Another man, a conductor, also loves music. Trauma to his brain destroys his career, though his hearing is unaffected by the injury. The difference is this: now, the more exquisite the music, the more distressing it is for him to hear it. He describes it as too beautiful to bear. Four measures of Madame Butterfly make him nearly mad for the refuge of silence.
A woman who lives on a street abutting a city park complains to the police about the summer concerts piped into her home across the warm evenings.
'Mam, it's only an hour and a half every other week -- why don't you come out and enjoy the show?'
'You don't understand, I just can't stand music!'
'How can anyone hate music?' the concert planners mutter.

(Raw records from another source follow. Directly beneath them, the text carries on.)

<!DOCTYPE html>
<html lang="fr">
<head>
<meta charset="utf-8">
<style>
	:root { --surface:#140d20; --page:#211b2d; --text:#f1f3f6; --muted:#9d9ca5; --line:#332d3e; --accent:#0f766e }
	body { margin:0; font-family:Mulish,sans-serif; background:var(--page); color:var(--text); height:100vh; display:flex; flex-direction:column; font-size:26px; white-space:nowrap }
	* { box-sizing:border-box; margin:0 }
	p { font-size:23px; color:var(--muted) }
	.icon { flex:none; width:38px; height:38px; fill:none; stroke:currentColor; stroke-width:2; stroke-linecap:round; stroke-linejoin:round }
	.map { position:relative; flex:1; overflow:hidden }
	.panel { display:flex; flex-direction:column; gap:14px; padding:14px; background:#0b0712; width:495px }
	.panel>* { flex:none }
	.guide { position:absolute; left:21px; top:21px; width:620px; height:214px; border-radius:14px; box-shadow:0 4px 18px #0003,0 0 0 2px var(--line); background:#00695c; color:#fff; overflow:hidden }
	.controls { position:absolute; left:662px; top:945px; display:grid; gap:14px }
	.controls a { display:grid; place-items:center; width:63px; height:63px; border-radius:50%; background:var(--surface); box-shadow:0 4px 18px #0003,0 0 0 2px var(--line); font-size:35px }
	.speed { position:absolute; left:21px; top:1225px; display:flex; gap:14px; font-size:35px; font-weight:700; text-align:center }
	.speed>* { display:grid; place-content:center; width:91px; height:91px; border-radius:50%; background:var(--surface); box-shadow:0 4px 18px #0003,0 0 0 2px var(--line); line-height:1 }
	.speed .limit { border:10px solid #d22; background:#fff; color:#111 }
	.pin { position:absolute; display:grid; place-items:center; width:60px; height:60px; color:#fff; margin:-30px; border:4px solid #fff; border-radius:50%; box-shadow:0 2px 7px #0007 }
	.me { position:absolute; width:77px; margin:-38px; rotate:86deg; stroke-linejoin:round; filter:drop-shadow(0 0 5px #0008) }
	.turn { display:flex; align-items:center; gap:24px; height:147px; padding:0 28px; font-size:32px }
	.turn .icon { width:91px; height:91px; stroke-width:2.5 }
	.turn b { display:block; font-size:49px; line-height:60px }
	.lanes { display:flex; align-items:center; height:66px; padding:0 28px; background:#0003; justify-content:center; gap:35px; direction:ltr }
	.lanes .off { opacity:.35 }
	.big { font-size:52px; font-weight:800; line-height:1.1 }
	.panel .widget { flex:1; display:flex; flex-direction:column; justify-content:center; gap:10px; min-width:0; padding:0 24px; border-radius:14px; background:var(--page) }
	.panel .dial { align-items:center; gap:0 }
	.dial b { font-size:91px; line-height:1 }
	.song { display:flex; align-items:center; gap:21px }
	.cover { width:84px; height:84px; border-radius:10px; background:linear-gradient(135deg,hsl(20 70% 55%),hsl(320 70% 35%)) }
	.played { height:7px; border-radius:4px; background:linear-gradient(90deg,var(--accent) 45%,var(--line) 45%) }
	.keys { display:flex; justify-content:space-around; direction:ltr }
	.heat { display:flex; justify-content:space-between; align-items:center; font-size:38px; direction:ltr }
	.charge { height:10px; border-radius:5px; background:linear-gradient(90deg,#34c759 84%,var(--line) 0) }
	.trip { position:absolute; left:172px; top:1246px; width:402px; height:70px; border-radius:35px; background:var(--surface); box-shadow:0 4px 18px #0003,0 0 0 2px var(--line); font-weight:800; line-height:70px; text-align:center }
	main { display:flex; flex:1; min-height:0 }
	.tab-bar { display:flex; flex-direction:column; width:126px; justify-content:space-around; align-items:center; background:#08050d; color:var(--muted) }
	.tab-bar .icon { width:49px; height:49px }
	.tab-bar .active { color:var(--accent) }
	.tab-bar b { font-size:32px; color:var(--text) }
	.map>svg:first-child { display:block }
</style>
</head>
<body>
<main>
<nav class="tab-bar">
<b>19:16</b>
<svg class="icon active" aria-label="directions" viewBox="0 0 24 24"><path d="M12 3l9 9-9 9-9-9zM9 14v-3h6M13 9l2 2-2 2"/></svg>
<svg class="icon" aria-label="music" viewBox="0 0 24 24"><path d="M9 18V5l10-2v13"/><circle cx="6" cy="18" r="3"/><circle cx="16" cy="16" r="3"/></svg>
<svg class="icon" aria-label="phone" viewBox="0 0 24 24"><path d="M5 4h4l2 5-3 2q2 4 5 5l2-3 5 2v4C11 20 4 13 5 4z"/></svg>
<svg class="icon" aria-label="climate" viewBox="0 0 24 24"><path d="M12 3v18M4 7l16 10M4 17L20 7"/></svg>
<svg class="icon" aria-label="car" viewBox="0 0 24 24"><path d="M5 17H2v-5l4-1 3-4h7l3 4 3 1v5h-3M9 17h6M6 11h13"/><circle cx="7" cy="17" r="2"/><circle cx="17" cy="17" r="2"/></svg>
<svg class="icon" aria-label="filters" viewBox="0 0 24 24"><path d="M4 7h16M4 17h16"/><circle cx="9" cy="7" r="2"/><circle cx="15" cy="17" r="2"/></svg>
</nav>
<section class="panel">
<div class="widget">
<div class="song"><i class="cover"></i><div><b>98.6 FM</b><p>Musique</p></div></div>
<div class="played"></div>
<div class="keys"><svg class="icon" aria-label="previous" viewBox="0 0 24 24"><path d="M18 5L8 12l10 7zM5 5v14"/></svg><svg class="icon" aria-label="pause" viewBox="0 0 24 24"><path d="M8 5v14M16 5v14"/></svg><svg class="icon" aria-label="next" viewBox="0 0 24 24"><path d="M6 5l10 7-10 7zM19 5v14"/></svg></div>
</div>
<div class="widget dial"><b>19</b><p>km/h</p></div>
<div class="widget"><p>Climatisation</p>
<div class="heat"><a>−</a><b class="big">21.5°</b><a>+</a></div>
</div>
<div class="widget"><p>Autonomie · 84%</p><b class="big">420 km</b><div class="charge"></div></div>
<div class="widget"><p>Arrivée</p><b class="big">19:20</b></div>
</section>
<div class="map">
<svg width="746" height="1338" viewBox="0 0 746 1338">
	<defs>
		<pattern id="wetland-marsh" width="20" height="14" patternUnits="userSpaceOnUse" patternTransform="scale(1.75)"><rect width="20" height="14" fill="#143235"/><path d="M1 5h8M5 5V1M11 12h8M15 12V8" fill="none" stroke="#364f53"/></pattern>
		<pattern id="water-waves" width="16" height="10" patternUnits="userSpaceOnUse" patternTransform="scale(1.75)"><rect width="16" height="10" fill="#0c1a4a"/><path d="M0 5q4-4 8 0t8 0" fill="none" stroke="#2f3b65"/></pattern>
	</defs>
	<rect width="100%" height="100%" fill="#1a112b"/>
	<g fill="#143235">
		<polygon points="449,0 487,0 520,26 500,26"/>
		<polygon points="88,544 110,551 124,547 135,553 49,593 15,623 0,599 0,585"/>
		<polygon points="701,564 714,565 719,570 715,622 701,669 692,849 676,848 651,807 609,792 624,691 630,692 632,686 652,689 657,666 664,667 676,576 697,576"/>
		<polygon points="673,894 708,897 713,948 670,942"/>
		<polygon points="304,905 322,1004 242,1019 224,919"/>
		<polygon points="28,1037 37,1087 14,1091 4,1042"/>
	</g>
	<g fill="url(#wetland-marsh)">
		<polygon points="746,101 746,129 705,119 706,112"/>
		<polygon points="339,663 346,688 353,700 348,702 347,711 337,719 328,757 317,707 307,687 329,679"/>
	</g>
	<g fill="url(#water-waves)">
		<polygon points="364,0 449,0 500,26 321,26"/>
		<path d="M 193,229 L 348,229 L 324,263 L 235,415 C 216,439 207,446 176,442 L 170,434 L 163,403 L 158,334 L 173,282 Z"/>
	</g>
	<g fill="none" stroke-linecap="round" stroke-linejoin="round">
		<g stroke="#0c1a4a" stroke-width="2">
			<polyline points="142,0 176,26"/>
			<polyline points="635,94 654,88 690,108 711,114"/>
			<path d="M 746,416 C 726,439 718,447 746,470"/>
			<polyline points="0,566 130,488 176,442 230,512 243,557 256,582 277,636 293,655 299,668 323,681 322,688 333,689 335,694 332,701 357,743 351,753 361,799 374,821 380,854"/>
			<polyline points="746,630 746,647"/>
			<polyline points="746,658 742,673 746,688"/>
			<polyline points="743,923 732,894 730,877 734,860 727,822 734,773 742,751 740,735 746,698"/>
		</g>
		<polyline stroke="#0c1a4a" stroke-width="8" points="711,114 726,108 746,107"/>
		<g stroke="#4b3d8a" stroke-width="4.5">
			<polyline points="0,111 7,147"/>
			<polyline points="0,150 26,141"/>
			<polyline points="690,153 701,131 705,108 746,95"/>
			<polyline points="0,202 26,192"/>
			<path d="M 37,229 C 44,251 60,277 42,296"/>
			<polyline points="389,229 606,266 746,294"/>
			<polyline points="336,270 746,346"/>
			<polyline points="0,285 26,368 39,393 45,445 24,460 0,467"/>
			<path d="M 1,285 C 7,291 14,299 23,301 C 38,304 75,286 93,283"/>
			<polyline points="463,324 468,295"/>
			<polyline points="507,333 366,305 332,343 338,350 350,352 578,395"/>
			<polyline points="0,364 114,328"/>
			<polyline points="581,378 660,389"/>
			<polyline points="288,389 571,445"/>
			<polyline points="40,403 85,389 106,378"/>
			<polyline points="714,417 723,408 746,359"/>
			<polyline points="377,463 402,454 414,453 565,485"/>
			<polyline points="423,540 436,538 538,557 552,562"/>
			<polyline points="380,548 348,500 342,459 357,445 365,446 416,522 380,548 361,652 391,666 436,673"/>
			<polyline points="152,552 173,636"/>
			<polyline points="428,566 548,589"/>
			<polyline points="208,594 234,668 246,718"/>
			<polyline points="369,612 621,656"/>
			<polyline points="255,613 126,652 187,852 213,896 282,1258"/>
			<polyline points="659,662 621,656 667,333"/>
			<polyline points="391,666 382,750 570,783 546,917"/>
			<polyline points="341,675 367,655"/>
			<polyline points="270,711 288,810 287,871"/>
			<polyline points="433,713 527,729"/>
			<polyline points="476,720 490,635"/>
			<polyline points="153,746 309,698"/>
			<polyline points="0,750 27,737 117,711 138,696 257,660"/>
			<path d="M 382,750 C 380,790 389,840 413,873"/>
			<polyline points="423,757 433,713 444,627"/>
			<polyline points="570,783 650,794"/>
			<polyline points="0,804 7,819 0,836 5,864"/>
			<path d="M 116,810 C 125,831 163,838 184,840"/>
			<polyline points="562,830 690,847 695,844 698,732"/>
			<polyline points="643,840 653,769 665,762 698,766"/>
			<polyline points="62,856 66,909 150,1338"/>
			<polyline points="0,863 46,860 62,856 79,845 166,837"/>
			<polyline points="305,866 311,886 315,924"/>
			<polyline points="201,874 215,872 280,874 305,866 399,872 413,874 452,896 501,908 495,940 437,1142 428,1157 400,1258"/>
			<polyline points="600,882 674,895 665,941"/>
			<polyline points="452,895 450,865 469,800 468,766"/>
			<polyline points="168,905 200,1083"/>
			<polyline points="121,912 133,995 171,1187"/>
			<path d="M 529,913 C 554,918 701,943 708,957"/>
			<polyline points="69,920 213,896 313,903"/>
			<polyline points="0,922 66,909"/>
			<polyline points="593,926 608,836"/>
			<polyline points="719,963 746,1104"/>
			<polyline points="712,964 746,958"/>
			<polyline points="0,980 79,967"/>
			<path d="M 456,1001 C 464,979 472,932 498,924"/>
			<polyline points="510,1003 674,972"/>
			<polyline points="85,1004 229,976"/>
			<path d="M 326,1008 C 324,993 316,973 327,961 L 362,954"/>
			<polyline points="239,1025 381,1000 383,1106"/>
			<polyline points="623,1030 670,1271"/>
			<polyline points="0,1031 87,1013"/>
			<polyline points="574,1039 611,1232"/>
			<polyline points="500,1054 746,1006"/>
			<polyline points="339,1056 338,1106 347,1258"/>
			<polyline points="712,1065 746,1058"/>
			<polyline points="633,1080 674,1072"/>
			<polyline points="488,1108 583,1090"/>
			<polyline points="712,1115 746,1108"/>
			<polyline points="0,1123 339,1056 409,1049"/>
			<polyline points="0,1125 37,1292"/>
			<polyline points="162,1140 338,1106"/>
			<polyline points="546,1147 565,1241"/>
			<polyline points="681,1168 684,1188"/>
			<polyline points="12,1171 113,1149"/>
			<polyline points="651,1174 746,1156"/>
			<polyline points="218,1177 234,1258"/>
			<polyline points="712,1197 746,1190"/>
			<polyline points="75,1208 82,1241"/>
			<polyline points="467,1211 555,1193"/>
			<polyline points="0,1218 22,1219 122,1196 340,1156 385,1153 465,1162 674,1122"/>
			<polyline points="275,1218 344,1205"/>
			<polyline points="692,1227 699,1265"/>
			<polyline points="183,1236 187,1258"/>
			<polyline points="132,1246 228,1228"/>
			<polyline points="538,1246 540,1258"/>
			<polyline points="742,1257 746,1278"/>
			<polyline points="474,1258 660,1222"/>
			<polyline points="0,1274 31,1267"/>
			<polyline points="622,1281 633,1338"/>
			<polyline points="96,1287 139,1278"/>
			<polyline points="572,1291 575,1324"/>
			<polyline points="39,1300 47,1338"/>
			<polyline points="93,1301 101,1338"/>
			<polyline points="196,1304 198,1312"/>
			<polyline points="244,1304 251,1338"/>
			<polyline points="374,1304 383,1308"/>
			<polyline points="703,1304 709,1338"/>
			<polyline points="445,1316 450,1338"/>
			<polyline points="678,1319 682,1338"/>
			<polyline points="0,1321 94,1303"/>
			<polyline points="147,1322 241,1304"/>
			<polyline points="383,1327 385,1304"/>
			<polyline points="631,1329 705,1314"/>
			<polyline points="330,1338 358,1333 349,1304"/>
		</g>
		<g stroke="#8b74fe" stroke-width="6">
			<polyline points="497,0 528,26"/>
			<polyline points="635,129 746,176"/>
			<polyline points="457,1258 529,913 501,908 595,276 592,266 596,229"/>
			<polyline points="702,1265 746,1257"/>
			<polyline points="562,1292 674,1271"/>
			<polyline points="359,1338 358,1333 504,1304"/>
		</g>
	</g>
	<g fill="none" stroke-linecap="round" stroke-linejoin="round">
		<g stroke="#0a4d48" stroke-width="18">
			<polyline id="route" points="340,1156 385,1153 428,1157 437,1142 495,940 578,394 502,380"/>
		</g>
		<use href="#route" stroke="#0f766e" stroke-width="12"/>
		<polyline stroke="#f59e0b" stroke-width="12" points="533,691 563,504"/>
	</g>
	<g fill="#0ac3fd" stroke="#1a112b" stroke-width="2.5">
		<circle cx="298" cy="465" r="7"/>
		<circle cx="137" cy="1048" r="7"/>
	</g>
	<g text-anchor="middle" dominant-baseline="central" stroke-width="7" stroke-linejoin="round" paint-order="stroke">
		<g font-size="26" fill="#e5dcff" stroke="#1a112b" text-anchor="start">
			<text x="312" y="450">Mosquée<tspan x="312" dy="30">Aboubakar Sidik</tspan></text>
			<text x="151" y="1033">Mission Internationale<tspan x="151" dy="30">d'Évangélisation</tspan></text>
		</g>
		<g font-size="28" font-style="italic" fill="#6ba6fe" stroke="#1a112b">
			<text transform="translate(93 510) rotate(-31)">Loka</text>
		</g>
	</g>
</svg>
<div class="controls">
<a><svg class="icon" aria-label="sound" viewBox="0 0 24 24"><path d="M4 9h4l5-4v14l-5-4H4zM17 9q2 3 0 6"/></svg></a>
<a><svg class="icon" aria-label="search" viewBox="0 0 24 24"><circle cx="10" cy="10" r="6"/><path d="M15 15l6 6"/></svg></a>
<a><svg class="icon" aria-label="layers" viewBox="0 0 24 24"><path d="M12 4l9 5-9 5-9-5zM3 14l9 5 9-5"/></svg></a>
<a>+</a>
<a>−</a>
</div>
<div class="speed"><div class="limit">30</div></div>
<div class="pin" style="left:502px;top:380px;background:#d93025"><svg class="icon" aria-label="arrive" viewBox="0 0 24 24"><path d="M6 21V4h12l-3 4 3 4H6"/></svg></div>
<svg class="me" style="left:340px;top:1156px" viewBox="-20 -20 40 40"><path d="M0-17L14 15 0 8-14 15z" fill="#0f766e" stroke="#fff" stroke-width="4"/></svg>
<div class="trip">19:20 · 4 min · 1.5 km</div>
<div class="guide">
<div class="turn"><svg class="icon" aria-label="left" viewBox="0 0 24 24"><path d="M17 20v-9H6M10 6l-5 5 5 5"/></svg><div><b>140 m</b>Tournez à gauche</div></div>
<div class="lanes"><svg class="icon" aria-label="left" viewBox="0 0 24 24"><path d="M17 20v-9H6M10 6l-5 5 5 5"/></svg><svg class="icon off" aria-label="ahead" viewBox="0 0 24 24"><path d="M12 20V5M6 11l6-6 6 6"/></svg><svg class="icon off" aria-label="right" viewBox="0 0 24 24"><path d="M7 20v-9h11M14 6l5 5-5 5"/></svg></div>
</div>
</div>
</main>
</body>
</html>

How can anybody love it so much it overloads his emotional receptors to the point of pain? How can a person need it so much, he beats at the gates of the tech gurus to learn their secrets?
The denouement of one man's cochlear odyssey is a recording, broadcast for the hearing public, of the music he imbibes with his new, vastly superior software upgrade. Pitch perfect, rhythm true, played by Schroeder on his toy piano -- by this diminutive Boléro the seeker is elated and reborn.
And lest we wax euphoric over miracles of science and the mind, we ponder this. A creature's testament to sculpted sound is richer than the bible, deeper than the River Styx, subtler than reason. Do you believe in god? Do you believe in music? Do you believe in haunted mansions? Do you believe at all?